[The problem]
Find the string "position" in the material. Copy every line that has it.
*** Block opens ***
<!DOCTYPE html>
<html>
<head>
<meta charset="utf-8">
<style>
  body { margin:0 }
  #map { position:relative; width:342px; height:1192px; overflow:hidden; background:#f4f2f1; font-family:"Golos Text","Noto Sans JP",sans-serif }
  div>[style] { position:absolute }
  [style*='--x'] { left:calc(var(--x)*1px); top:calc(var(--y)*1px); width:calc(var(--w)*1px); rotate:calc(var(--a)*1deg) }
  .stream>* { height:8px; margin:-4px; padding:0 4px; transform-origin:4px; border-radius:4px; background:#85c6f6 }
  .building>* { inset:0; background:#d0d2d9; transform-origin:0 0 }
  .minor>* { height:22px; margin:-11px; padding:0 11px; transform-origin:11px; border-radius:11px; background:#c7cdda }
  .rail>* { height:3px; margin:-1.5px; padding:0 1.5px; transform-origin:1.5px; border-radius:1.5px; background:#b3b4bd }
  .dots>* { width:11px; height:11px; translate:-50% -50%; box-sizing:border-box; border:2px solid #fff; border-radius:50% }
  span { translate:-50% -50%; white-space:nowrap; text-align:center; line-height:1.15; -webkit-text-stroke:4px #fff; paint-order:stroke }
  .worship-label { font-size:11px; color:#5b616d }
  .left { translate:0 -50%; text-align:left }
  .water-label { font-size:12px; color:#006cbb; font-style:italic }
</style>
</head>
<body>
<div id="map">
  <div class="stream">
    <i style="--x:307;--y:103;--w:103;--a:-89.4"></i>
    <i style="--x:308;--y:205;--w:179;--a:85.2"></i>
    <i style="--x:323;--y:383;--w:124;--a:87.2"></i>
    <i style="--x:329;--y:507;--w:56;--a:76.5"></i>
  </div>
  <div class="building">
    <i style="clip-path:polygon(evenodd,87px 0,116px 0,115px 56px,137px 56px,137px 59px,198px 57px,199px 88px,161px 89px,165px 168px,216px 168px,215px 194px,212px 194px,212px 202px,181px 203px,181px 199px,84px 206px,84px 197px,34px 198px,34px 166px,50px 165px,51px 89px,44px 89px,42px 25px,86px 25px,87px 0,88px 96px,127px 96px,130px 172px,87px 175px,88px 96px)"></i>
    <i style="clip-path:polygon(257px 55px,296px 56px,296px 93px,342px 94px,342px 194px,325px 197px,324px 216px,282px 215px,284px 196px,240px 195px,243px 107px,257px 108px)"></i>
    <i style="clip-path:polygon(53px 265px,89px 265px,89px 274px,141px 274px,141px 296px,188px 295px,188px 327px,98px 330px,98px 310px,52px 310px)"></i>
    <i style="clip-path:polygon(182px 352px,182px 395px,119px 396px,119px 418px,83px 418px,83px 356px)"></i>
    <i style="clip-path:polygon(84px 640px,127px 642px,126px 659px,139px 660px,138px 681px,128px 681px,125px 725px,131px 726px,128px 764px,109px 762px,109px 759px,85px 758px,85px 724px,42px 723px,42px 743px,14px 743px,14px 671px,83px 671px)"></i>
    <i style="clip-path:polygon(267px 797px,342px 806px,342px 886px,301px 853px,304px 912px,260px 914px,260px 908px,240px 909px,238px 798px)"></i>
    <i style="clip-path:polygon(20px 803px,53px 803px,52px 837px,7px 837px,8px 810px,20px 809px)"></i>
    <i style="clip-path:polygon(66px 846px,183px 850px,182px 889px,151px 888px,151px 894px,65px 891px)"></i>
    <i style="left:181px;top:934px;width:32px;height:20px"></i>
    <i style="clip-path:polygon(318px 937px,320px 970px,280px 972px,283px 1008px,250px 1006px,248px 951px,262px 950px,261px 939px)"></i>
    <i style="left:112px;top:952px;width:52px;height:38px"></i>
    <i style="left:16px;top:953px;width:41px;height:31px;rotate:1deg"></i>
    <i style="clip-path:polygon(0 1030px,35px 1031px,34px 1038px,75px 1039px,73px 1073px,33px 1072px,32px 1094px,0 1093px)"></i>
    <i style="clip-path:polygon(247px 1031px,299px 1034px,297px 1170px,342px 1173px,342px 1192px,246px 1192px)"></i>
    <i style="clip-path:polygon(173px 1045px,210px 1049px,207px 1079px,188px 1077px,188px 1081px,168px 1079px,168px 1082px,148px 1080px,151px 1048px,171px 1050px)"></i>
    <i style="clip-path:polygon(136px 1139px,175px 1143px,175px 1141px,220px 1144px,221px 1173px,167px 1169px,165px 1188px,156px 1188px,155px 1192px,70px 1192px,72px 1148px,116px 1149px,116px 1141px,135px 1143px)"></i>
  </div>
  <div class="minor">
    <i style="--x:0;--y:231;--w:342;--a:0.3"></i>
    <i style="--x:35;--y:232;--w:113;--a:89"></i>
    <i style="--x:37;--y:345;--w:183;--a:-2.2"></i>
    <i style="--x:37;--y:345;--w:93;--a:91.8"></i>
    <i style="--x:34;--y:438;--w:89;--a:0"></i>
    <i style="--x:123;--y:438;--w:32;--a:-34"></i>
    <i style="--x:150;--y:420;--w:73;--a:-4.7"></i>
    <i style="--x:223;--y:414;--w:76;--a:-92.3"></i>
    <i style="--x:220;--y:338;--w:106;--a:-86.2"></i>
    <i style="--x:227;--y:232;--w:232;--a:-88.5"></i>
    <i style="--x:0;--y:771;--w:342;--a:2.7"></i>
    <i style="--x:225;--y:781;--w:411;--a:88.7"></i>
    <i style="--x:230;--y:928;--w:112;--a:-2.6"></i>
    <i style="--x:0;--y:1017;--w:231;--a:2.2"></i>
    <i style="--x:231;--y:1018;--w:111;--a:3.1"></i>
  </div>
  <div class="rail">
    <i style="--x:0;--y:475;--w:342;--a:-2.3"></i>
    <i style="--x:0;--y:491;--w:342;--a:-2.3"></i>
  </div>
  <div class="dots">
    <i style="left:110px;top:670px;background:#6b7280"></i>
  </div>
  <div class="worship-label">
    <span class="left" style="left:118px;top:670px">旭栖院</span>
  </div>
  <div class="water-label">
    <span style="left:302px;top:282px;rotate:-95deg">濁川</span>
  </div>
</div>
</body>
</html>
*** Block closes ***
[Task output]
  #map { position:relative; width:342px; height:1192px; overflow:hidden; background:#f4f2f1; font-family:"Golos Text","Noto Sans JP",sans-serif }
  div>[style] { position:absolute }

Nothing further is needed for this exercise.